Workpackages

There are four workpackages in the FAST-PATH project:

Workpackage 1 - Development and Application of Automated Pattern Recognition Tools for Discrimination of Morphological Subtypes in Prostate Cancer

This work package will develop a computer-based image analysis system for the automated assessment and recognition of pathological subtypes in prostatic tissue. We propose to combine, using sophisticated supervised and non-supervised machine learning approaches, the texture and pattern recognition approaches developed by the academic partners, UCD and QUB. This system will use a combination of knowledge-guided image processing, texture analysis and sophisticated pattern analysis to identify key tissue features on whole slide scans and automatically segment tissue samples into regions showing different morphological subtypes. This development will be carried out using tissue samples from UCD and QUB. Transferring this novel approach into an established tissue imaging platform application will be facilitated by iPATH, with independent patient cohorts available from LUND being used to validate the system. This application could have major implications for (i) improving routine diagnostic interpretation and grading of prostate resections and needle aspirates, (ii) the identification of new morphological subtypes that improve on traditional Gleason grading, and (iii) providing a high-throughput imaging framework for pathological subtyping prior to biomarker imaging at a cellular level, outlined in subsequent work packages.

Workpackage 2 - Development and Application of Automated Image Analysis Approaches for Quantitation of Prognostic Biomarkers in Prostate Cancer

This work package will initially address the problem of prostate cancer-specific pattern recognition by completing the pattern recognition functionalities of a pre-existing approach developed within UCD26, which has been recently licensed to ONCO. Additional pattern recognition functionalities will be added and tailored specifically for histopathological sub-patterns within prostate tissue.
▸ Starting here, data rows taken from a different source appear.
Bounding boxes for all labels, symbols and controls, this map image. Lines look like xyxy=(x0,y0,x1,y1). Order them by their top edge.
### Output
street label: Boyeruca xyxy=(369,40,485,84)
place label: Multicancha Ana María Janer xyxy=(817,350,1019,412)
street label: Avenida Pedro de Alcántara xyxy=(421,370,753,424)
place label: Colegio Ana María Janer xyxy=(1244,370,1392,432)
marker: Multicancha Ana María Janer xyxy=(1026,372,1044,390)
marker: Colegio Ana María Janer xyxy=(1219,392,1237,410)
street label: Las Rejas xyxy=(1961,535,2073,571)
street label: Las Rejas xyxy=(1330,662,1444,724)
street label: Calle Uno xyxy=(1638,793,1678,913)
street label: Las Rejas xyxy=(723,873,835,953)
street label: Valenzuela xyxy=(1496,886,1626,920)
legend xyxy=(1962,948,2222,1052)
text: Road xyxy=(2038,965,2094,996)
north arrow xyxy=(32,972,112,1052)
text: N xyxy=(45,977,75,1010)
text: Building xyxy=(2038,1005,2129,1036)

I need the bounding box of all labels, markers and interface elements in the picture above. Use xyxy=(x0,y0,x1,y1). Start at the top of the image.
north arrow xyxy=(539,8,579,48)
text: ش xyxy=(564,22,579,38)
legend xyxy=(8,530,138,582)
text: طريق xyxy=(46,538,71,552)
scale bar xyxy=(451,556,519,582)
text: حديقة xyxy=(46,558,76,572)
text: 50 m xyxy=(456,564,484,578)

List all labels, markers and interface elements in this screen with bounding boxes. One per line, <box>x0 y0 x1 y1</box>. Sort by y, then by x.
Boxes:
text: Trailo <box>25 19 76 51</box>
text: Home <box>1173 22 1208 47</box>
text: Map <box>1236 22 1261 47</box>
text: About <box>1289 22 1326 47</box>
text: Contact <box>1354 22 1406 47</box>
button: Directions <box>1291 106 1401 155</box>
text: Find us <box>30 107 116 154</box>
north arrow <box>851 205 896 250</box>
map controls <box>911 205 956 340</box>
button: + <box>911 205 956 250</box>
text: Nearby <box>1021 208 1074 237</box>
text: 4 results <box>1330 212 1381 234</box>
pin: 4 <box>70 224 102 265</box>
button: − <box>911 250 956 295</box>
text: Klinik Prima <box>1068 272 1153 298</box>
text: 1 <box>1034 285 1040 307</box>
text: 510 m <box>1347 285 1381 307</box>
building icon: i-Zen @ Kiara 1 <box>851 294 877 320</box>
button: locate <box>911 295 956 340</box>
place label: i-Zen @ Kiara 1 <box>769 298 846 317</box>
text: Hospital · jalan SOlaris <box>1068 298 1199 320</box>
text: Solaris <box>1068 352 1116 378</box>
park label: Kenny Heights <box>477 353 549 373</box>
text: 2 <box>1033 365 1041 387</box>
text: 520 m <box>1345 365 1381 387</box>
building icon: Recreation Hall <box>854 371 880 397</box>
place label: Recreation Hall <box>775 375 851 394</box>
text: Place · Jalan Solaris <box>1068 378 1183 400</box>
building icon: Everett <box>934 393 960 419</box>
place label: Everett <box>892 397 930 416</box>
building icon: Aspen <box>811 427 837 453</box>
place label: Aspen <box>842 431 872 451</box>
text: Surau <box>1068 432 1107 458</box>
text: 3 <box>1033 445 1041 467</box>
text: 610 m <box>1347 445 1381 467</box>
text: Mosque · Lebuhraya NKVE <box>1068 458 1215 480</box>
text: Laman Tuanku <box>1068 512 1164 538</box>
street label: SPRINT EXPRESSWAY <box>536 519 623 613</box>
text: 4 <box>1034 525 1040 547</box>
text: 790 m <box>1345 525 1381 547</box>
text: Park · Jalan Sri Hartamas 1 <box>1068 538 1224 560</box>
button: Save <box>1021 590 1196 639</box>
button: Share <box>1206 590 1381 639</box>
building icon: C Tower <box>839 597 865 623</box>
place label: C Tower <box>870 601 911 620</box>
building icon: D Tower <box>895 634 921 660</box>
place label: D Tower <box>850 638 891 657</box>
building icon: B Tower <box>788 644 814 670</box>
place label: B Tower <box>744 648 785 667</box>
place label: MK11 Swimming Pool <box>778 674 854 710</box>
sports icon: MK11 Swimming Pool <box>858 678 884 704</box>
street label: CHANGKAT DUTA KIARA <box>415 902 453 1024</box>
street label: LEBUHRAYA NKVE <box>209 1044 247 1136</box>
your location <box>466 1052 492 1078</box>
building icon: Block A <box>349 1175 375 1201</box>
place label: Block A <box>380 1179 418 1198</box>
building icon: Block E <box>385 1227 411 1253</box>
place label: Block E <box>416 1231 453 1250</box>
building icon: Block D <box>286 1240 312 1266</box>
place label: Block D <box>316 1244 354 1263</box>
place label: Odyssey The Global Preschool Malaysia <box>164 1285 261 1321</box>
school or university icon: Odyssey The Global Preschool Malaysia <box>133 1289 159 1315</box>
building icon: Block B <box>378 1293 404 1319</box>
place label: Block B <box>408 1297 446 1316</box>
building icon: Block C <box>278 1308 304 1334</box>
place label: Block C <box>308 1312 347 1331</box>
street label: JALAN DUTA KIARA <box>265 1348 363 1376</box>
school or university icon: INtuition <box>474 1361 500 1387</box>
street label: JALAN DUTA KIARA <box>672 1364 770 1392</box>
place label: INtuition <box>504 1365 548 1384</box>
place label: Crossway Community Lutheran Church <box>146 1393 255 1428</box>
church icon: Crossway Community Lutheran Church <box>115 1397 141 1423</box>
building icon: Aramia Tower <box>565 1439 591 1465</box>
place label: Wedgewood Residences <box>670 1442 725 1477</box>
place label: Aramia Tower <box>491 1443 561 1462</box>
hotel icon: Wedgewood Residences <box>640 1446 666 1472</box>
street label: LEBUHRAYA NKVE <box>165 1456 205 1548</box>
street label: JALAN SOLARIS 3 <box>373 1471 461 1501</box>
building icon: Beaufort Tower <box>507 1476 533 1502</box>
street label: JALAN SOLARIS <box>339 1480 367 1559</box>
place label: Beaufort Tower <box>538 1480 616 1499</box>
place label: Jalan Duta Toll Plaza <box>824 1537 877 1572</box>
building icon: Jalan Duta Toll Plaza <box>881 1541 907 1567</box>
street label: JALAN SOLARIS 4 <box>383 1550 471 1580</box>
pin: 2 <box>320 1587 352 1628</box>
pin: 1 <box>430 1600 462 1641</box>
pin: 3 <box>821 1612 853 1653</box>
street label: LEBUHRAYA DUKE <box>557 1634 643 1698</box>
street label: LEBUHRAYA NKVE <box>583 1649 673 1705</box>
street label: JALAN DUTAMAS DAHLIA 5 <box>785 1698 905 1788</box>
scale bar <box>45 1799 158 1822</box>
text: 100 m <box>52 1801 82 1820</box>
Both UCD and QUB have prior expertise in this area and existing state-of-the-art will be used to include these additional pattern recognition functionalities. In addition, prostate pattern recognition methods developed and validated in WP1 will also be integrated as independent analysis modules for biomarker validation in prostate cancer. This development will be carried out by ONCO using tissue samples and candidate prognostic markers from UCD and QUB (e.g. PRDX1, SFRP2). The developed method will then be independently validated for specificity and sensitivity in samples and candidate markers from LUND (e.g. AR, MSMB). Finally, set of markers from each site (i.e. UCD, QUB, LUND) will be evaluated in order to develop an automated prognostic panel for prostate cancer. The preferred outcome of this new IHC panel would be improved prognostic sensitivity and specificity for prostate cancer compared to existing biomarkers.

Workpackage 3 - Design and Development of High-Performance Computing Solutions for the High-throughput Analysis of Prostate Cancer Samples

The primary objective for this work package will be to explore a range of HPC platforms to determine the best solution for the specific purpose of processing prostate tissue samples. The following platforms will be investigated at QUB: (1) distributed computing using a high performance HP cluster server (>9,000 processor cores), (2) distributed Grid computing using NGS (National Grid Services), (3) a dedicated nVidia Tesla personal supercomputer approach with the use of next-gen FERMI Graphics Processing Unit (GPU) (448 CUDA cores per GPU board), and (4) a hybrid distributed solution using the high-performance cluster at QUB with the integration of Tesla S2050 1U GPU racks. The QUB team will design and develop optimised parallel processing software architecture followed by performance evaluation of these solutions, aimed at high-throughput multiplex analysis of biomarkers on prostate TMAs. This will be interfacing with the iPATH product, PathXL, for the rapid processing and evaluation of dedicated tumour identification (WP1) and biomarker analytic (WP2) algorithms. This represents the core essence of the FAST-PATH project, allowing the rapid development of novel biomarker companion algorithms for prostate cancer and their high-throughput clinical evaluation on large numbers of tissue samples.

Workpackage 4 - Implementation of Online Content-Based Image Retrieval, Annotation and Quantitation System

As virtual slide libraries begin to escalate in size, there will be an increasing need to build robust image search capabilities. This should not be restricted to the searching of text-based clinical and pathologic metadata associated with the image, but should also be based on the content of the images themselves. Content-based image retrieval (CBIR) is becoming increasingly popular in search engines such as Google, although it has never been successfully developed as a commercial application in digital pathology. The challenge here will be the large size of images concerned and the range of information that the image contains, e.g. at multiple resolutions. In this work package, we aim to build the first CBIR system for whole slide imaging in pathology. This will initially focus on prostate pathology but will be extendable to other tissue types.